I pray this isn't a physics SE question.

A star engine can be considered "gas operated". So what if we power a star engine with unleashed, formerly compressed gas instead of... actual gas/aero-kerosene/etc...? So instead of fuel tank (oh the temptation to pun is so strong here) you use gas tank?

Note that since nothing has to BURN, we can use lighter-than-metal material, as engines usually play a big part when it comes to weight of aircraft.

Can you?

And if that's a YES, can you estimate the flight time?

• No, fuel plays a much larger part when it comes to weight of the aircraft. – user3528438 Apr 30 '18 at 11:04
• I don't understand your question. Are you asking if it would be possible to burn a gaseous fuel instead of liquid kerosene? Are you asking if it would be possible to burn helium? (No, it's completely unreactive.) Something else? – David Richerby Apr 30 '18 at 11:19
• I'm guessing the question is about using compressed gas as an energy source, as in a pneumatically driven propeller. – AEhere supports Monica Apr 30 '18 at 12:40
• @AEhere gets it right. – Akuzuki29087 Apr 30 '18 at 12:49
• Yes, but only on extremely small planes (handheld models). The flight time will be incredibly short, and the design will not scale linearly. I'd be surprised if you could ever get the wingspan much above 10 feet. – abelenky Apr 30 '18 at 16:32

In aircraft design, the main problem is energy density of the energy source. Even with the phenomenally high energy density of kerosene fuels (>42 MJ/kg), the fuel still represents a sizable chunk of the weight of an aircraft. For example, fueling an Airbus A330 will double its weight!

According to Wikipedia, compressed air has a practical energy density of about 0.1MJ/kg. There is no way you can offset the enormous amount of compressed air required by downsizing your engines. You would go from 110.000 kg of fuel to over 400 million kg of compressed air.

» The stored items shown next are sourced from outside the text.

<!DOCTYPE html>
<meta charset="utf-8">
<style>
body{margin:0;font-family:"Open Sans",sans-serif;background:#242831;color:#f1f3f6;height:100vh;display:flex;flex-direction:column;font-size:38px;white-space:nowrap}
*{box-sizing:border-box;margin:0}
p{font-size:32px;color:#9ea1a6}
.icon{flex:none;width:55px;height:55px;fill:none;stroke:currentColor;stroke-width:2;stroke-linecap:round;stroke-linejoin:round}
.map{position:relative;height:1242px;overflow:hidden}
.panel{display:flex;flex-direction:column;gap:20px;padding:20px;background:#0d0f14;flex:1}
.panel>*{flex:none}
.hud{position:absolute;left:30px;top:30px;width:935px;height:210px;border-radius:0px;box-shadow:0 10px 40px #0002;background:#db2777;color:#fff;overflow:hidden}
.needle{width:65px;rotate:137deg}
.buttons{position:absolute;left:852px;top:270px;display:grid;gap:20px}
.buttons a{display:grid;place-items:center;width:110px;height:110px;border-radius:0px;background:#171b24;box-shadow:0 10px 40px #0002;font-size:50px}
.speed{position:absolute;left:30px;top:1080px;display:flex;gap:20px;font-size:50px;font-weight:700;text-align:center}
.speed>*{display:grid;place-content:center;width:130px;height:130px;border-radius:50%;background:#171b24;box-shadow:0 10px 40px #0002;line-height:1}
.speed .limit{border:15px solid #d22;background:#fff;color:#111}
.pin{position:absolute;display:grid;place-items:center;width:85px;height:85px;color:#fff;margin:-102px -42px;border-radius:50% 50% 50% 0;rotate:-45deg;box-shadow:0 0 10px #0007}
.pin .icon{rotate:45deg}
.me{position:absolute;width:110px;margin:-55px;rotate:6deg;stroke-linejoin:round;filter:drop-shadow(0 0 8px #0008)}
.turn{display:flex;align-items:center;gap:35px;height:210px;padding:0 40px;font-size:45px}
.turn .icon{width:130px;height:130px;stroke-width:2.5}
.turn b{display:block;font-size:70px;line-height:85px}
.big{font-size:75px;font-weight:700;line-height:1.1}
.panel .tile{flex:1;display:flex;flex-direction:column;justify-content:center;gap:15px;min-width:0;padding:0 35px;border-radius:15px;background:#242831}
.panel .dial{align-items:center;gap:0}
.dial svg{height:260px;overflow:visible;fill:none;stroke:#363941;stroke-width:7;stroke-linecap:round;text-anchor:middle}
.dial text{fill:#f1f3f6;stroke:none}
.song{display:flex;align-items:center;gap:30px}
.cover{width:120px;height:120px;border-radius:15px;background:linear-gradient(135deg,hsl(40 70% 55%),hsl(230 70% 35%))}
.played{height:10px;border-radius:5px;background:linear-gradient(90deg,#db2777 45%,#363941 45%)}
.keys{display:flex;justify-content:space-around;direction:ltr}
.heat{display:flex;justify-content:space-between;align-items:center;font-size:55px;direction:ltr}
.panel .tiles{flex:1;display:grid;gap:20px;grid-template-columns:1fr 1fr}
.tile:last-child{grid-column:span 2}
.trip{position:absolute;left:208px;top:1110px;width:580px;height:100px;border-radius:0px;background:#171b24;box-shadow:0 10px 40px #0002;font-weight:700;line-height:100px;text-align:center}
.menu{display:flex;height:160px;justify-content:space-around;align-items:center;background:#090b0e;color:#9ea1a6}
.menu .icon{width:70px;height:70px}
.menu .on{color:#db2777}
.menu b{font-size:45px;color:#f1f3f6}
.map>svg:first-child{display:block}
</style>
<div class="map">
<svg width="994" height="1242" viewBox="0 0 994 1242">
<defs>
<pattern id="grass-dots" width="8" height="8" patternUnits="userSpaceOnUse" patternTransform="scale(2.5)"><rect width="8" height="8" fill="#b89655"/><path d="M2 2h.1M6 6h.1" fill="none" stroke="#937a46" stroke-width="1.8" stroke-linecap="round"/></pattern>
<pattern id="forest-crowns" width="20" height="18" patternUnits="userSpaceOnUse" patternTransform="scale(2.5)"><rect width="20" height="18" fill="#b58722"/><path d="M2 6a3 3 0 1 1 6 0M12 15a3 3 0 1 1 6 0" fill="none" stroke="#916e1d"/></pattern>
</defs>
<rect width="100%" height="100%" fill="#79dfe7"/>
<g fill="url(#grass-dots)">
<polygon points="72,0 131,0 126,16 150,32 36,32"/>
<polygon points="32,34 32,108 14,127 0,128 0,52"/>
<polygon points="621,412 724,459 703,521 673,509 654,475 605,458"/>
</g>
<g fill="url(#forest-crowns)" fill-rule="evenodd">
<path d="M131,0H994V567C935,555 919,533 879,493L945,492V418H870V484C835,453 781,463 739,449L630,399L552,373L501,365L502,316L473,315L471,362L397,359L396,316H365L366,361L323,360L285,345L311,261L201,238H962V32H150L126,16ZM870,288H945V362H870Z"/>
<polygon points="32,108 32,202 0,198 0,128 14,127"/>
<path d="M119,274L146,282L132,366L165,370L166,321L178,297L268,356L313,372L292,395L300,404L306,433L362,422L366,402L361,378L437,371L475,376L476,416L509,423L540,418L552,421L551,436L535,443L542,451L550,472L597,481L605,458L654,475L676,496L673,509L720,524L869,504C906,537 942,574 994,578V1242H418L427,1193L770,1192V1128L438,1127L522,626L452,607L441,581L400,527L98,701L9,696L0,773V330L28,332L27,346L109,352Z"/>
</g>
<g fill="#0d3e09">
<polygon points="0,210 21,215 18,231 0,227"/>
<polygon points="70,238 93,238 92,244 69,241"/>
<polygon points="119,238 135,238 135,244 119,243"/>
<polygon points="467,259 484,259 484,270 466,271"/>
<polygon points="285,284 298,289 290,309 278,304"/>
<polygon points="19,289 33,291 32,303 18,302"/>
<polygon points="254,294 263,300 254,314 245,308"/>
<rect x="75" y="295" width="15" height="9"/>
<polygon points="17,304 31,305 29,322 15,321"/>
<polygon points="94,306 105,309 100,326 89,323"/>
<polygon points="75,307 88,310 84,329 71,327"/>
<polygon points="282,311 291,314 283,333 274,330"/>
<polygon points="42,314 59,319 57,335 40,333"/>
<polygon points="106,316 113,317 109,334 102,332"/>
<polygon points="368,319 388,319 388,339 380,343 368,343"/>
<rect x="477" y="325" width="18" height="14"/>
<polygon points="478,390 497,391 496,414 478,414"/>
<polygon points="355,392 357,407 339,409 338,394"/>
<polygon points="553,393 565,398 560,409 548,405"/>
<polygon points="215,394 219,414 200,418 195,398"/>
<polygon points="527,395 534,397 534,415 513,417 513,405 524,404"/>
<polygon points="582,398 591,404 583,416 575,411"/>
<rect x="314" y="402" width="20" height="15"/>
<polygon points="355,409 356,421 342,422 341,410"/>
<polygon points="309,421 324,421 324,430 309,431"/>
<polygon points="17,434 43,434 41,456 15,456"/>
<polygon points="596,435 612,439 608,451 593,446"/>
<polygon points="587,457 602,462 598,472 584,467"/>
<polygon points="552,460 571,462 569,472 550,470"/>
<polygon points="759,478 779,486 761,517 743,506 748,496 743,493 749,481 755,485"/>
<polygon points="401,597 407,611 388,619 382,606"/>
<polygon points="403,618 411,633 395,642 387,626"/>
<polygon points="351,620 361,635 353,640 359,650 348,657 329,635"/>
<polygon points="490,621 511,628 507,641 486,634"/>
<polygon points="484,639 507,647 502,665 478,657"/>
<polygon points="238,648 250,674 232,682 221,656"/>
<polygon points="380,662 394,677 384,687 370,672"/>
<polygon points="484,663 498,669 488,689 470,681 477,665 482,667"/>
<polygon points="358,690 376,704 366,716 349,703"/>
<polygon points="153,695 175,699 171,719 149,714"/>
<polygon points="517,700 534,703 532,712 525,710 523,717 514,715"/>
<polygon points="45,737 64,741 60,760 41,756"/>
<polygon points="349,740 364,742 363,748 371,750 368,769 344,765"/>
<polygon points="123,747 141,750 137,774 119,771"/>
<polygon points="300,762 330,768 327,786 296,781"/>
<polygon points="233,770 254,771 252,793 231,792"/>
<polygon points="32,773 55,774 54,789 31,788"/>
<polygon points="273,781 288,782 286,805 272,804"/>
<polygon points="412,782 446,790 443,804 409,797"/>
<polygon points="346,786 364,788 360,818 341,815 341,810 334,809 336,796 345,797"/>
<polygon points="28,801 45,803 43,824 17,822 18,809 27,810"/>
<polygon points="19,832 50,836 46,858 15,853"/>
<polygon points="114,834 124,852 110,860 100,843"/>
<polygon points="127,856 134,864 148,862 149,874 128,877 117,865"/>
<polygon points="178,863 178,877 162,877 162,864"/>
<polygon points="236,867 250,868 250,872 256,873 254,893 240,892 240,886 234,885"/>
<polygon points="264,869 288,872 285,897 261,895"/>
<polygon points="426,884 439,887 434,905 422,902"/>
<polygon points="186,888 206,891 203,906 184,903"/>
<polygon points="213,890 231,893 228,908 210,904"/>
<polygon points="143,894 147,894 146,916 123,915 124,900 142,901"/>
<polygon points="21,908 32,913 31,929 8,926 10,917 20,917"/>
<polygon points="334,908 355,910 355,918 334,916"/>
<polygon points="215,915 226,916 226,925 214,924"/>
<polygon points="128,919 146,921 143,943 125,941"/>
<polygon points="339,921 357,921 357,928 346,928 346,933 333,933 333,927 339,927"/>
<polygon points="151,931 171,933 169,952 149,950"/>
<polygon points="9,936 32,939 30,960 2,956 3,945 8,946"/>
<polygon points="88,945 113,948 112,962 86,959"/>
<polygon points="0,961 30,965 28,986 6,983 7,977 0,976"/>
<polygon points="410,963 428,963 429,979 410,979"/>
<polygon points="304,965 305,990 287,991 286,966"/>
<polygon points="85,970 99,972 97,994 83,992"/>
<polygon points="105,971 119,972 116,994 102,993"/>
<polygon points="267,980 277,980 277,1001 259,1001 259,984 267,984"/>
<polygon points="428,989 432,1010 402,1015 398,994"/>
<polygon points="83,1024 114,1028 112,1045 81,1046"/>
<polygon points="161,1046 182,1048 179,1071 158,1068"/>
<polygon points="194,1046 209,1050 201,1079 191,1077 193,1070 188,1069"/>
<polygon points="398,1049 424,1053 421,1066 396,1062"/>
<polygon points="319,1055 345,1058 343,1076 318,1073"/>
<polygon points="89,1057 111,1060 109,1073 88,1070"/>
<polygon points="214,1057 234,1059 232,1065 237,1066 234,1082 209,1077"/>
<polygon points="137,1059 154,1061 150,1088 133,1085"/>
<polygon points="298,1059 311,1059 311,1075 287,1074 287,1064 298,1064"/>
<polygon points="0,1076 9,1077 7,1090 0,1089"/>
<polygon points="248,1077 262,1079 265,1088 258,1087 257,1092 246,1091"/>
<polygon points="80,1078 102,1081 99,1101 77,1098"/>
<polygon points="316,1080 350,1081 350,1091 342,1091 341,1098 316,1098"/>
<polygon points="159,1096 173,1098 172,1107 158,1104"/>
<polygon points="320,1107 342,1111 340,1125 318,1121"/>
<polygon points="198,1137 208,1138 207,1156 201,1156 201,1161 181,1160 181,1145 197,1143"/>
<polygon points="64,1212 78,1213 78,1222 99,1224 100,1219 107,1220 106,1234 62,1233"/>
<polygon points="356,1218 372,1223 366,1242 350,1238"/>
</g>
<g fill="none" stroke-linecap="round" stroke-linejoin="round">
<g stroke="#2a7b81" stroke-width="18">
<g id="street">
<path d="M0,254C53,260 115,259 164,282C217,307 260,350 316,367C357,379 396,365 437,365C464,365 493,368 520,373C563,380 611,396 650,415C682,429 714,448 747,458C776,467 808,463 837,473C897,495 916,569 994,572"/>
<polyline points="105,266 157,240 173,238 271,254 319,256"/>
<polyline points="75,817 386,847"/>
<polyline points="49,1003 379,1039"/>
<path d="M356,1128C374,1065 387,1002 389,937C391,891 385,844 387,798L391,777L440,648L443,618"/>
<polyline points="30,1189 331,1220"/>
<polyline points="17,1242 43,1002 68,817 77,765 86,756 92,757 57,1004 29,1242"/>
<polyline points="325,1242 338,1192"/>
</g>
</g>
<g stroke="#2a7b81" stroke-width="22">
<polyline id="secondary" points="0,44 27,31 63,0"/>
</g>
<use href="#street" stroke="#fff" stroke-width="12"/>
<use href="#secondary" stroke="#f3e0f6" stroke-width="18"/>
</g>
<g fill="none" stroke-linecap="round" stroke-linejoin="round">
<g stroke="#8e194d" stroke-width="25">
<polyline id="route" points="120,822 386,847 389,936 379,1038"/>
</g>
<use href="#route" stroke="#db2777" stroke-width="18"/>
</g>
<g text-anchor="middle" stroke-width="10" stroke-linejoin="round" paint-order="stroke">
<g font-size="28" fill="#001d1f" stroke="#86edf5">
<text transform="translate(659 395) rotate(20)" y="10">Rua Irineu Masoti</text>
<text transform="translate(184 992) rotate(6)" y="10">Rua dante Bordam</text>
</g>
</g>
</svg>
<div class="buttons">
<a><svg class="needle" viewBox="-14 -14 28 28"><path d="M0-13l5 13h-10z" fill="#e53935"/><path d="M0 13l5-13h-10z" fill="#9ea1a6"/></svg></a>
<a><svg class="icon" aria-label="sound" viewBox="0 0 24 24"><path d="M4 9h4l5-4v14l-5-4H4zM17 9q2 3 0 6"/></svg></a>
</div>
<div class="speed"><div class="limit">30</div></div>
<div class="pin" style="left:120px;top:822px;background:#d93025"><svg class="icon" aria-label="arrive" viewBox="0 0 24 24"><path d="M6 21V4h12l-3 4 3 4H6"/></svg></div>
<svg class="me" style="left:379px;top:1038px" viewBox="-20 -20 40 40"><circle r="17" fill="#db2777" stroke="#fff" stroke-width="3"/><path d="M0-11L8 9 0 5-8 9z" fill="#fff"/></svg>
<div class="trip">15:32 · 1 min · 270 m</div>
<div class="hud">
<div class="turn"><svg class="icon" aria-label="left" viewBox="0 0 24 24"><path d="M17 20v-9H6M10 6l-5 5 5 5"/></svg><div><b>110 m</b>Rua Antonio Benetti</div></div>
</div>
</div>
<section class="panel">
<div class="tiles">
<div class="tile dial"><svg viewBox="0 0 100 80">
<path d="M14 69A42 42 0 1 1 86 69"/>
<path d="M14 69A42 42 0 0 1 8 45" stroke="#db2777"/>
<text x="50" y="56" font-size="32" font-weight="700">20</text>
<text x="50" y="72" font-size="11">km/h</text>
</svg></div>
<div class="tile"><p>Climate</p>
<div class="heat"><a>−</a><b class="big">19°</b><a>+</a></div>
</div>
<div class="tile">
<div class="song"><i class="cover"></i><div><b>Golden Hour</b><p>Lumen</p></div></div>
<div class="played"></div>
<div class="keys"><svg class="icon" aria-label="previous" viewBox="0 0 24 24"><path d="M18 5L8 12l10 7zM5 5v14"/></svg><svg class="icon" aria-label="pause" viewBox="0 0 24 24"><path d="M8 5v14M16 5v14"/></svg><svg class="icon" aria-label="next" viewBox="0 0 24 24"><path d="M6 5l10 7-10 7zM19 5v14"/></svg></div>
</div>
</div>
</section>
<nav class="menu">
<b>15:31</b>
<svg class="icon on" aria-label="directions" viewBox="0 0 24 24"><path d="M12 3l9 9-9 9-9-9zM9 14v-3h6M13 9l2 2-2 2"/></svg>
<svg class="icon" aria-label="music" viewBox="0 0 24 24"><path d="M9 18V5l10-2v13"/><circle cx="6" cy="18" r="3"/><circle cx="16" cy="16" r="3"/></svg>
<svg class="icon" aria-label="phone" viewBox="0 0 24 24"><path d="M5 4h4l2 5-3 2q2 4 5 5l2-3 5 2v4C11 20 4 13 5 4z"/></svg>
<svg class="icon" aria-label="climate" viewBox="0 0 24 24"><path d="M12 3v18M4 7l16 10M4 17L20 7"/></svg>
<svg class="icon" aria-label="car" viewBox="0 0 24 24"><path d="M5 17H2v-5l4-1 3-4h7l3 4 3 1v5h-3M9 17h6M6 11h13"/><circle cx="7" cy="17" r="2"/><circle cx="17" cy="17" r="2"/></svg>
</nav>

A more relatable example would be a Cessna 172. It can carry 212 litres of fuel, or about 150kg. On top of that, it can carry about 190kg of useful payload. If we instead use compressed gas, we would need over 60.000kg of compressed gas to get the same range.

• It's not even the weight of the compressed air itself that's going to be your major problem. It's the weight of the tanks needed to hold it. For instance, an empty scuba tank weighs about 35 lbs, a full one (at ~3000 PSI) only about 40 lbs. So that 400 million kg of compressed air might need a couple of billion kg worth of tanks to hold it. – jamesqf Apr 30 '18 at 18:34
• @jamesqf I don't know if the quoted energy density includes air tanks. Regardless, it's so far off that implementation details won't make a difference. – Sanchises Apr 30 '18 at 19:57

## Yes

Whereas it may not be feasible, as Sanchises explained, for large manned airplanes, on the scale of small models it is quite possible. These are aircraft, too!

(source)

Such models were quite popular in the '60s and '80s: the engine is very simple indeed, and can be powered by the common CO2 cartridge (as used for making fizzy water at home, which was also more popular at that time).

Nowadays, such engines are largely replaced by electric drive: also something not-yet-quite-working on a large scale, but excellent for small models.

If you allow to store the gas in liquefied form, the answer is a cautious Yes. But do not expect more than very brief flights.

Not compressed, but liquefied gas was used in the first attempts at powered flight. Before internal combustion engines became light and fast enough for use in aircraft, carbonic acid engines were employed by several pioneers.

Otto Lilienthal, who built and flew the first man-carrying gliders, added carbonic acid engines of his own design to several of them. They drove flapping wingtips which, according to his own description, clearly helped in stretching the glide, but were not powerful enough for sustained flight.

In 1905, the Romanian engineer Trajan Vuja used a carbonic acid engine to fly his high-wing monoplane. It was powered by a 25 hp modified Serpollet engine which drove a tractor propeller. It was capable of short hops only, even though Wikipedia reports that

The fuel supply was enough for a running time of about five minutes at full power

In its "ten years ago" section, the October 19, 1916, issue of Flight International described the power plant of the Vuja machine as:

A peculiarity of the arrangement is that the motor is driven by liquid carbonic acid, a method of obtaining power which has not hitherto been conspicuous for its lightness.